I’ve failed us in many ways. In knowing who to trust. How to fight back. When to follow the old ways and when to forge my own path.

But gods alive and dead, my truth—I have loved you every day since we met, and I will love you when no more days remain. After the stars burn out, when our names are long forgotten, and when time itself disappears—I will love you still.

And because of that, I must tell you this: the story of the only lie I ever told you.

“Damn you, Malach.” I brush my tears away and turn the page, my heart and mind racing.

There’s a drop of blood on the bottom right corner. It seeped through the paper, staining the next sheet, too. Holding my place with my finger, I flip through the rest of the journal quickly, a sinking terror settling within me.

The deeper I go, the more bloodstains I find.

Gritting my teeth, I return to the beginning and read, noting everything Malach wrote down and everything he didn’t have to. The drops of blood, the way some words are carved so deeply into the page that they almost tore through the paper.

A chilling rage builds inside me.

My wings burst from my back, and I stand, pulling them away from the upholstery before I can repay Sheena’s hospitality by setting her home on fire.

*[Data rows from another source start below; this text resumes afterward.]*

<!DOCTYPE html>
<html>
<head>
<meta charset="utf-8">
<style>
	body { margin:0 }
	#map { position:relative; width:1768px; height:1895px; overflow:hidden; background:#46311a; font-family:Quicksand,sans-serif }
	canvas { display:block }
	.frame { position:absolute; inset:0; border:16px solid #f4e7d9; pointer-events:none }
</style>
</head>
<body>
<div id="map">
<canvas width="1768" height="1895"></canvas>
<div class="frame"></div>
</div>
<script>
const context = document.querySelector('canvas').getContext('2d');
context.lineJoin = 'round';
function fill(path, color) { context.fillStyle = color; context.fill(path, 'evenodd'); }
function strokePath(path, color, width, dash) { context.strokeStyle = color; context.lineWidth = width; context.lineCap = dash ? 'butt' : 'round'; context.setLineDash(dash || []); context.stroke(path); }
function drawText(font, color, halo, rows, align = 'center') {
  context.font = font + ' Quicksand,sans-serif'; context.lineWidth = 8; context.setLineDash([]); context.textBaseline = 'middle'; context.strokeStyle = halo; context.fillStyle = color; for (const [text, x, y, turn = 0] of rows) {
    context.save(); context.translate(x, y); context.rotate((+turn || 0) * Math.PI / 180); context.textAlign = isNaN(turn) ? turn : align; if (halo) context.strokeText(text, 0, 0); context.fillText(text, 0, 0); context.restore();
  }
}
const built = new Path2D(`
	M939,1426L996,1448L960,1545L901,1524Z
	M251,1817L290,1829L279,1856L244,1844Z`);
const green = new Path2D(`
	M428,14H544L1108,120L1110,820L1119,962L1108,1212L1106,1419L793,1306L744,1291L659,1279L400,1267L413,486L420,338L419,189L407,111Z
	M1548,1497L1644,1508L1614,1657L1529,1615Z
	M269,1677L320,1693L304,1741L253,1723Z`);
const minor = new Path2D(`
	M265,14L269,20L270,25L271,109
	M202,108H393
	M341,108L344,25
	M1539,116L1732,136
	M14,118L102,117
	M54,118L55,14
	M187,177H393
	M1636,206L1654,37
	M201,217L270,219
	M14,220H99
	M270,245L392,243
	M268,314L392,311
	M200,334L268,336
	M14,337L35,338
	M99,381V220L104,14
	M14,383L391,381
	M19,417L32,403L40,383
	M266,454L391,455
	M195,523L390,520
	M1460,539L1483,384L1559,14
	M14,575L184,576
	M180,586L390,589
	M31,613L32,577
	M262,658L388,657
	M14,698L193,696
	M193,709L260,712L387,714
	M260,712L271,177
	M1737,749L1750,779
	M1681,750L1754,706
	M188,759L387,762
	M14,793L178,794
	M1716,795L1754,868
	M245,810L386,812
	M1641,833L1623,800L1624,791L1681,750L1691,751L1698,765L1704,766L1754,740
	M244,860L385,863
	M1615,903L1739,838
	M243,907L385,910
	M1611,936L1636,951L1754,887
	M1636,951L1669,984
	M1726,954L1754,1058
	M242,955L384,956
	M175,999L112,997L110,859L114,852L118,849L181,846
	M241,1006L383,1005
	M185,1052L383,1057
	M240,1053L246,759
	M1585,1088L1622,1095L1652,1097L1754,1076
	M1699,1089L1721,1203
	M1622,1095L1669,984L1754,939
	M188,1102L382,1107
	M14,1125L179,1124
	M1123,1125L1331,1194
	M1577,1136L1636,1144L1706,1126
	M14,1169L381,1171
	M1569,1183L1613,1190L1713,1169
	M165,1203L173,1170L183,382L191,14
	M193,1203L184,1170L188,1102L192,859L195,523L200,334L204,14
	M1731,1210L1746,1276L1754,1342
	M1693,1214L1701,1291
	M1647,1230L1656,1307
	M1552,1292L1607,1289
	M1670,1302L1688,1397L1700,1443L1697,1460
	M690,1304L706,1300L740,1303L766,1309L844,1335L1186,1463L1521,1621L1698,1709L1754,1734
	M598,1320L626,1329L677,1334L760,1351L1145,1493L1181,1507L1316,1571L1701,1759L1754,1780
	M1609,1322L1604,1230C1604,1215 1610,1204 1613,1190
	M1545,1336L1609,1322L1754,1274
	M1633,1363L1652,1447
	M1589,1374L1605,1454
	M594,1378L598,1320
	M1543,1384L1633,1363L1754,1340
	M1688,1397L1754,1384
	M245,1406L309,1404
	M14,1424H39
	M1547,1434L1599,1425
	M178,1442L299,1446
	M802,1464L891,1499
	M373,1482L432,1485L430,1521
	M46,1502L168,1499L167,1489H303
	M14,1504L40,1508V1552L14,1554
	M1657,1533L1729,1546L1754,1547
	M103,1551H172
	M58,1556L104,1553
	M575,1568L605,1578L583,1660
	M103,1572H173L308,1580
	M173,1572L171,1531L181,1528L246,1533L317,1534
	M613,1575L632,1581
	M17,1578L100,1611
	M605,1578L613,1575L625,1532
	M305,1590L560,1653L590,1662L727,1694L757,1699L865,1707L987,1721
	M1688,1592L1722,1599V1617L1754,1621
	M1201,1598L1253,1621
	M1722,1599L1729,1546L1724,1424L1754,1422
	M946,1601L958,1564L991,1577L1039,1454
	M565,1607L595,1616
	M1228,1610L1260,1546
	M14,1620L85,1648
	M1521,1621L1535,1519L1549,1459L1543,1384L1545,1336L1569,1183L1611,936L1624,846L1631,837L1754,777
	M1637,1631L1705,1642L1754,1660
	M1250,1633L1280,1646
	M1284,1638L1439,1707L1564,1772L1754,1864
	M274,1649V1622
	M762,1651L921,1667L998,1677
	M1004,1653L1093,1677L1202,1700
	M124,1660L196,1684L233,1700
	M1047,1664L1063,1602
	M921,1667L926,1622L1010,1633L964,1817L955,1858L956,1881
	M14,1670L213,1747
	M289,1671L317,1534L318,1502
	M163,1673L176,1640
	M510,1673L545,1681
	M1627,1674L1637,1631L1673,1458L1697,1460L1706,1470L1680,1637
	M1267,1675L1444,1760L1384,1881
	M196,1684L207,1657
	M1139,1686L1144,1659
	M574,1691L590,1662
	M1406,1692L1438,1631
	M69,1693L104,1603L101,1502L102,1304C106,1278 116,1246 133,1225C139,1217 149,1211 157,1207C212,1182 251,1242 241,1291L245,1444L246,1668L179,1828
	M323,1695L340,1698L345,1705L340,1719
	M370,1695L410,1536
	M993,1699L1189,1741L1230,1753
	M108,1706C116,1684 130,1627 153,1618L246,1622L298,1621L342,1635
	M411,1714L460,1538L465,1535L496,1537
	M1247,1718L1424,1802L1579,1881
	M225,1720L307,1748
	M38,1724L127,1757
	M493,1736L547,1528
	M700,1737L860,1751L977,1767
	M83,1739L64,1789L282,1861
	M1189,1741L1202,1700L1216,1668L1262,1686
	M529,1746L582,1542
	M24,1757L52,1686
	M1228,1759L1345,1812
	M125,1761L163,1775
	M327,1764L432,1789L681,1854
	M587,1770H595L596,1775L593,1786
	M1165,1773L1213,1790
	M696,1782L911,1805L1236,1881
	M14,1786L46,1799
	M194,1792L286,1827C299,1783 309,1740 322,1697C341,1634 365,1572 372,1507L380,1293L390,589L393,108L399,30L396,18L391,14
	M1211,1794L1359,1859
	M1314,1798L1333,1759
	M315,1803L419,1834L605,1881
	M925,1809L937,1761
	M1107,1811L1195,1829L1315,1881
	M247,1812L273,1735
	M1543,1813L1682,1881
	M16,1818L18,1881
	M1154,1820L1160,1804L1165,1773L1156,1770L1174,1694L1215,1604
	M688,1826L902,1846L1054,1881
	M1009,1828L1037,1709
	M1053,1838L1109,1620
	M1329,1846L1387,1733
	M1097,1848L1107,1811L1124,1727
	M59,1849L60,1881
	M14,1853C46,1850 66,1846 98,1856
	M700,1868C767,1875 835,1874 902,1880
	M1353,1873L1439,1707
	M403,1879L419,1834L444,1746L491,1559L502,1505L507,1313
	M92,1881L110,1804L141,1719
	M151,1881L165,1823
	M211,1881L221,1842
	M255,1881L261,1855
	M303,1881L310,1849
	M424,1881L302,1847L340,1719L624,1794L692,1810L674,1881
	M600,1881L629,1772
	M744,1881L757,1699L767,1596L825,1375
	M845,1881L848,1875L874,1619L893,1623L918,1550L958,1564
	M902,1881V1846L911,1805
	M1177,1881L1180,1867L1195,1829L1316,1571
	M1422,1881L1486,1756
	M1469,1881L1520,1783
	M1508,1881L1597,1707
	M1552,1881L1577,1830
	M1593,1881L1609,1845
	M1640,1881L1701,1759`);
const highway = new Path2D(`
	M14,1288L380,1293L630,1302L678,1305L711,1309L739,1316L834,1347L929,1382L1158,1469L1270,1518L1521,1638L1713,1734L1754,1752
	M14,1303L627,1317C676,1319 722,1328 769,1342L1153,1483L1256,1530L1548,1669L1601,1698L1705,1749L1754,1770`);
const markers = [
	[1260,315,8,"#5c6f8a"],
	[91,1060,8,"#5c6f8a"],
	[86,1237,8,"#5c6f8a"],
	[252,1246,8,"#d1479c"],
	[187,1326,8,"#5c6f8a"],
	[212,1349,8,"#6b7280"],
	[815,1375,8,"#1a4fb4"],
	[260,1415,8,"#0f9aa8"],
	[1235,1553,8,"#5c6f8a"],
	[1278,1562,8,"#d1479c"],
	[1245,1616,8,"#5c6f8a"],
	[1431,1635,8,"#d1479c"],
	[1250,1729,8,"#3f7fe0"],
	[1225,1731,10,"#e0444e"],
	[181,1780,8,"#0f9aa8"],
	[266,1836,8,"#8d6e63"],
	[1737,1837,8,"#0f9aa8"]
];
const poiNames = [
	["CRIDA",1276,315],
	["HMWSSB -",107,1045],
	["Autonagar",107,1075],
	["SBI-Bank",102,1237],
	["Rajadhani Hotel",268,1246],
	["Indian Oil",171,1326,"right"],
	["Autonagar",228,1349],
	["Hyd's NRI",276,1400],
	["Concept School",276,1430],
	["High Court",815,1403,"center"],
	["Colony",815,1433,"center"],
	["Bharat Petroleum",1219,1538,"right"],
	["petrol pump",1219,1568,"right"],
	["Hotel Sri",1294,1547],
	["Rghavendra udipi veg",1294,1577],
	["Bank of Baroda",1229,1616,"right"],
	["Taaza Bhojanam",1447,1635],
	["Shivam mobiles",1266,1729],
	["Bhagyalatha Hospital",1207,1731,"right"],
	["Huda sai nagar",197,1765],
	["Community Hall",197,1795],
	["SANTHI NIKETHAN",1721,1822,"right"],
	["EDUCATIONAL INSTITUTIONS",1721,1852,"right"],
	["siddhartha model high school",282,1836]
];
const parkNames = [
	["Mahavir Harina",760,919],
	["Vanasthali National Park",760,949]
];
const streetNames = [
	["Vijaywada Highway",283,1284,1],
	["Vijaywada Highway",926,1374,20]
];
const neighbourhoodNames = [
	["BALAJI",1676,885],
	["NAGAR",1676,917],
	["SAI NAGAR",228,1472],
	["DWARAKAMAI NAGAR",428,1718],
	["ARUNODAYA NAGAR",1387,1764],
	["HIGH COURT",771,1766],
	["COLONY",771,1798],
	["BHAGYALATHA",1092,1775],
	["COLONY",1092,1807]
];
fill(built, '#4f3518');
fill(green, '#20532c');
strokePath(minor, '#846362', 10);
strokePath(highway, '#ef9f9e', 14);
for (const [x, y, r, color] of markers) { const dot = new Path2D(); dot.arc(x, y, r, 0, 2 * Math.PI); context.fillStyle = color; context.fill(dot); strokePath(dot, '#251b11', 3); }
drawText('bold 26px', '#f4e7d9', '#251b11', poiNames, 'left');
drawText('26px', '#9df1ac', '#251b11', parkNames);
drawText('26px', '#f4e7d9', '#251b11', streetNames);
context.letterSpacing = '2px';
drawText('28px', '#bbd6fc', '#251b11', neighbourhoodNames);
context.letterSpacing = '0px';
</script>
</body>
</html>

Malach is absurd. He’s more than brave enough. More than clever enough.

As I feared, my second worry is the one that came true: I’m not good enough for him. But I’ll be damned if he ends up like my mother and becomes another casualty to my father’s brutality.

I reach the end of the journal, place it carefully on the end of the bed, and charge toward the door. I no longer care about Lyklan’s intentions; all that matters are mine. My purpose is unchanged. I finally have the means to get it done, and I won’t waste another second.

I find them in the hall, waiting for me.

“Well?” Alistair asks, the blue of his eyes replaced by boiling red as he tracks the tearstains on my cheeks.

“I need weapons and a ride,” I say. “And I need them now.”